> PROBLEM DETAILS
All lines from the one with "M146,3L167,12" onward, through the last line of the records below, are to be retyped word for word.

> RECORDS TO PROCESS
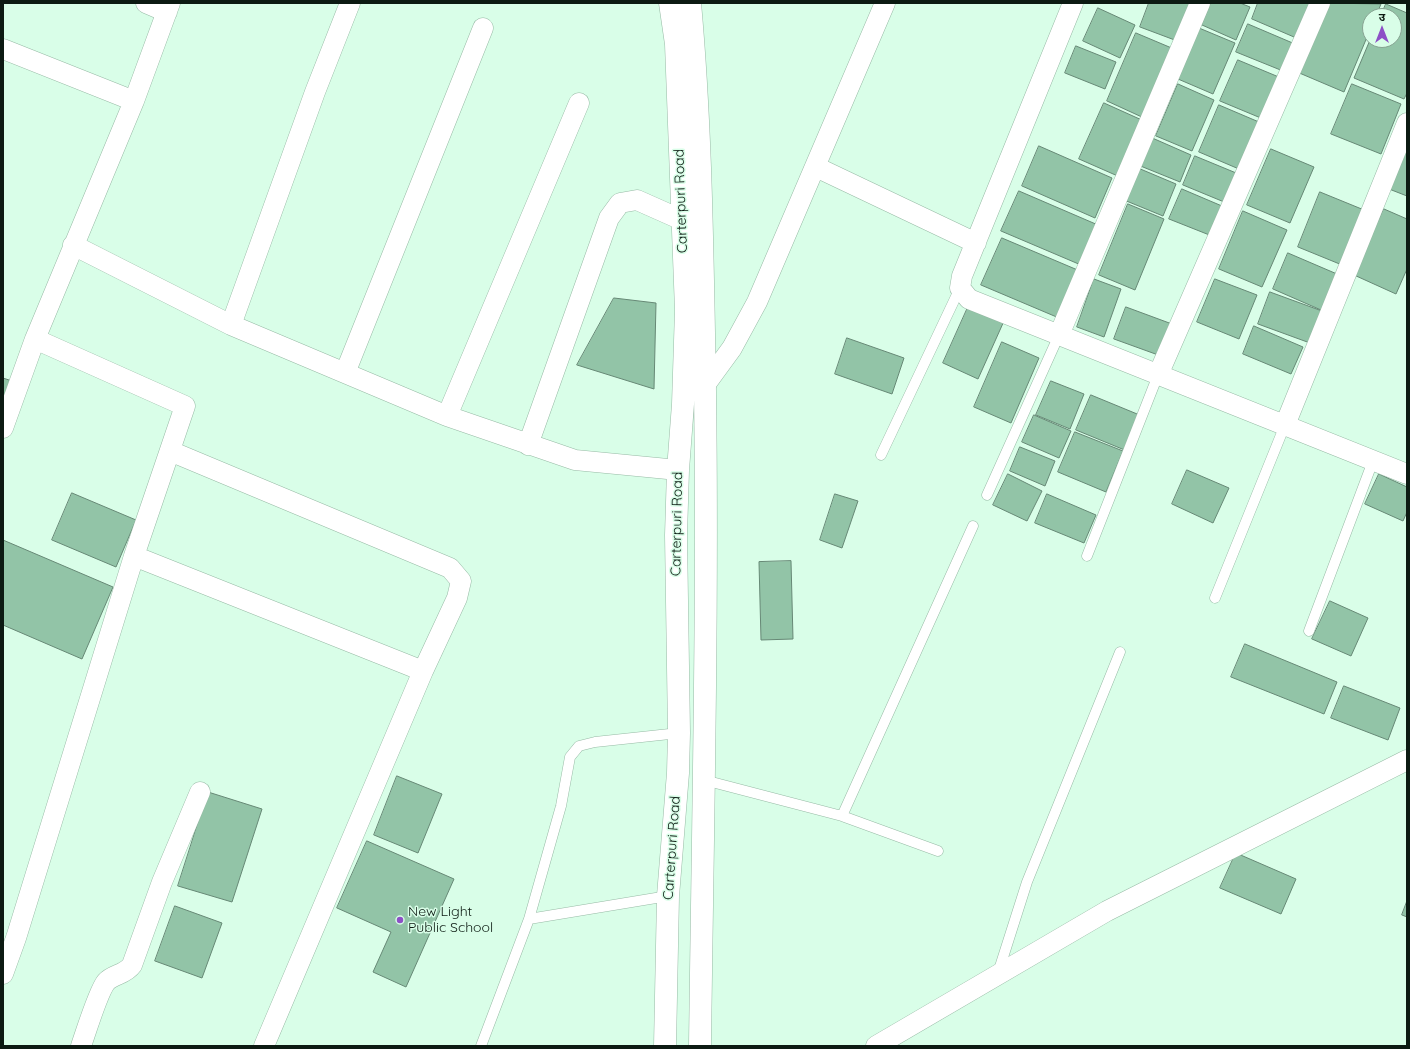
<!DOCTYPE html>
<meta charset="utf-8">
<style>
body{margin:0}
#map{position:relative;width:1410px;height:1049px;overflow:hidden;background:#d9fee8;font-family:Quicksand,"Noto Sans Devanagari",sans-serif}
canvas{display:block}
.frame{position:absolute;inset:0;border:4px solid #0c1a12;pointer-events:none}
.north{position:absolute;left:1362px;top:8px;width:40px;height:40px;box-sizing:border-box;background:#d9fee8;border:1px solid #87a392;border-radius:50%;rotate:0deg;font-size:11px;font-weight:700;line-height:16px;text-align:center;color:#0c1a12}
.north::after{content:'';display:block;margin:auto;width:14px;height:18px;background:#8d50c6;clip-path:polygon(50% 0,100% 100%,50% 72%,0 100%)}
</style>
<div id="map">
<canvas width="1410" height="1049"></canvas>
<div class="frame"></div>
<div class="north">उ</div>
</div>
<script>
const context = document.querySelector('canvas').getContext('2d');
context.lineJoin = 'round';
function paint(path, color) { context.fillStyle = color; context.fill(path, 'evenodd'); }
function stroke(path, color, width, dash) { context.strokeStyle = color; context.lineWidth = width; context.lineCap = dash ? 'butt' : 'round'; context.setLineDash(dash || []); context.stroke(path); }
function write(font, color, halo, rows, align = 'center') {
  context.font = font + ' Quicksand,sans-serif'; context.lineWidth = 3; context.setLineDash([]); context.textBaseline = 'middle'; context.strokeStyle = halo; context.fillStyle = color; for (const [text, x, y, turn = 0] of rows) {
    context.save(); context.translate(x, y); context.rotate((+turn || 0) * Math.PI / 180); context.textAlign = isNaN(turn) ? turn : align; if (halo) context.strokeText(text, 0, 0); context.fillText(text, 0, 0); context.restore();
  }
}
const building = new Path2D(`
 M1149,3H1194L1180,42L1140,27Z
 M1211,3H1240L1250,7L1236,40L1202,25Z
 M1258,3H1316L1301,40L1252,19Z
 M1326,3L1381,4L1376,16H1370V30L1344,92L1297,72Z
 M1386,4L1407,13V93L1404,99L1354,78L1370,40H1394V16H1381Z
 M1098,8L1135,25L1120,58L1083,41Z
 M1248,24L1295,44L1283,71L1236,52Z
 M1199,28L1235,43L1213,94L1178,79Z
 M1136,33L1174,49L1144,118L1107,101Z
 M1076,46L1116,62L1105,89L1065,73Z
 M1238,60L1286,80L1268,121L1220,101Z
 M1178,84L1214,100L1192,151L1156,136Z
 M1352,84L1401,104L1381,154L1331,134Z
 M1104,103L1144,121L1120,177L1079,159Z
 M1219,105L1266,125L1246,172L1199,152Z
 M1150,137L1191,155L1180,182L1138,165Z
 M1039,146L1112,178L1095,218L1022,186Z
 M1271,149L1314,167L1290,223L1247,205Z
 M1406,151H1407V196L1389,189Z
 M1195,156L1241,175L1229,204L1183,185Z
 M1138,168L1176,184L1163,216L1124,200Z
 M1182,189L1229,209L1217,238L1169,219Z
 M1019,191L1098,225L1081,265L1001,231Z
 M1320,192L1369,212L1347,267L1298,247Z
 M1128,204L1164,219L1135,290L1099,275Z
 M1384,209L1407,219V269L1396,294L1354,275Z
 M1243,211L1287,230L1262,287L1219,269Z
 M1002,238L1080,271L1059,318L981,285Z
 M1288,253L1337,274L1321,310L1273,289Z
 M1094,279L1121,289L1104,337L1077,327Z
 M1215,279L1257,295L1239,339L1197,322Z
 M1270,292L1322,311L1310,343L1258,324Z
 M614,298L656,303L654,389L577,365Z
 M969,305L1004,321L978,379L943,363Z
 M1126,307L1172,324L1161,356L1114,339Z
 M1254,326L1303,347L1291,374L1243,354Z
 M847,338L904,358L892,394L835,374Z
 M1002,342L1039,358L1011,423L974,407Z
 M3,378L12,381L3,403Z
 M1051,381L1084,394L1070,429L1036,415Z
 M1091,395L1142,416L1127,451L1076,430Z
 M1034,415L1071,431L1059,458L1022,442Z
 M1075,432L1123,451L1106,492L1058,472Z
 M1020,447L1055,461L1045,486L1010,471Z
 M1187,470L1229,488L1213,523L1172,504Z
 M1008,474L1042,491L1027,521L993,505Z
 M1379,474L1407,487V512L1403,521L1365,504Z
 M72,493L136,520L116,567L52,540Z
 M835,494L858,501L842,548L820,540Z
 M1047,494L1096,515L1084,543L1035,523Z
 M3,540L113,587L82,659L3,625Z
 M791,561L793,639L761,640L759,562Z
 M1330,601L1368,618L1351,656L1312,639Z
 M1245,644L1337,682L1324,714L1231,677Z
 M1344,686L1400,708L1388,740L1331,718Z
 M397,776L442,794L418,853L374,835Z
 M208,792L262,809L232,902L178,886Z
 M367,841L454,879L406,987L373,972L391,932L337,908Z
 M1236,853L1296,879L1281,914L1220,888Z
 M1407,901V917L1402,915Z
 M175,906L222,923L202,978L155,961Z`);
paint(building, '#92c4a7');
stroke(building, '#668875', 1);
const service = new Path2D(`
 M881,455L960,288
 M987,495L1059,335
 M1087,556L1158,375
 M1215,598L1285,425
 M1309,631L1373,461
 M704,780L842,816L938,851
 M842,816L973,526
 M529,919L668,896
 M998,973L1027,882L1120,652
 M481,1046L529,919L561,806L570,757L579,746L595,742L679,733`);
const minor = new Path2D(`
 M146,3L167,12
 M1073,3L962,276L960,288L969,299L1407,474
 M3,49L134,101
 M816,167L976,243
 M73,245L231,325L447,416L575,460L678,470
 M231,325L315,92L350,3
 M1059,335L1200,3
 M345,373L483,28
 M1158,375L1320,3
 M705,385L732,348L757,302L885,3
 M447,416L579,103
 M1285,425L1407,123
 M3,428L35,339L134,101L170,3
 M528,445L609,218L620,203L637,200L682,220
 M170,451L450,568L461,581L457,598L423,671L264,1046
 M134,556L423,671
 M3,974L16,938L134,556L185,406L35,339
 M81,1046C86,1032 98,992 106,982C113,974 125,975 132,965L162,882L200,792
 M876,1046L1107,911L1407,760`);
const secondary = new Path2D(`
 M690,3C700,113 702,223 704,333C709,571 703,808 700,1046
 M665,1046L668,896L678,773L679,733L676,535L678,470L683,404L686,310L676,44L670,3`);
stroke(service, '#97baa5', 11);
stroke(minor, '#97baa5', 21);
stroke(secondary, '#97baa5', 23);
stroke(service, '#fff', 10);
stroke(minor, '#fff', 20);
stroke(secondary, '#fff', 22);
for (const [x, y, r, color] of [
 [400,920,4,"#8d50c6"]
]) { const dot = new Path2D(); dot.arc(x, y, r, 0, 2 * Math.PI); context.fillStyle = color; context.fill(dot); stroke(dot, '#d9fee8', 1.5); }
write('14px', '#0c1a12', '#d9fee8', [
 ["Carterpuri Road",681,201,-92],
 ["Carterpuri Road",677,524,-89],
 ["Carterpuri Road",672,848,-86]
]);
write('14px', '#0c1a12', '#d9fee8', [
 ["New Light",408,912],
 ["Public School",408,928]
], 'left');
</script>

> EXERCISE SOLUTION
 M146,3L167,12
 M1073,3L962,276L960,288L969,299L1407,474
 M3,49L134,101
 M816,167L976,243
 M73,245L231,325L447,416L575,460L678,470
 M231,325L315,92L350,3
 M1059,335L1200,3
 M345,373L483,28
 M1158,375L1320,3
 M705,385L732,348L757,302L885,3
 M447,416L579,103
 M1285,425L1407,123
 M3,428L35,339L134,101L170,3
 M528,445L609,218L620,203L637,200L682,220
 M170,451L450,568L461,581L457,598L423,671L264,1046
 M134,556L423,671
 M3,974L16,938L134,556L185,406L35,339
 M81,1046C86,1032 98,992 106,982C113,974 125,975 132,965L162,882L200,792
 M876,1046L1107,911L1407,760`);
const secondary = new Path2D(`
 M690,3C700,113 702,223 704,333C709,571 703,808 700,1046
 M665,1046L668,896L678,773L679,733L676,535L678,470L683,404L686,310L676,44L670,3`);
stroke(service, '#97baa5', 11);
stroke(minor, '#97baa5', 21);
stroke(secondary, '#97baa5', 23);
stroke(service, '#fff', 10);
stroke(minor, '#fff', 20);
stroke(secondary, '#fff', 22);
for (const [x, y, r, color] of [
 [400,920,4,"#8d50c6"]
]) { const dot = new Path2D(); dot.arc(x, y, r, 0, 2 * Math.PI); context.fillStyle = color; context.fill(dot); stroke(dot, '#d9fee8', 1.5); }
write('14px', '#0c1a12', '#d9fee8', [
 ["Carterpuri Road",681,201,-92],
 ["Carterpuri Road",677,524,-89],
 ["Carterpuri Road",672,848,-86]
]);
write('14px', '#0c1a12', '#d9fee8', [
 ["New Light",408,912],
 ["Public School",408,928]
], 'left');
</script>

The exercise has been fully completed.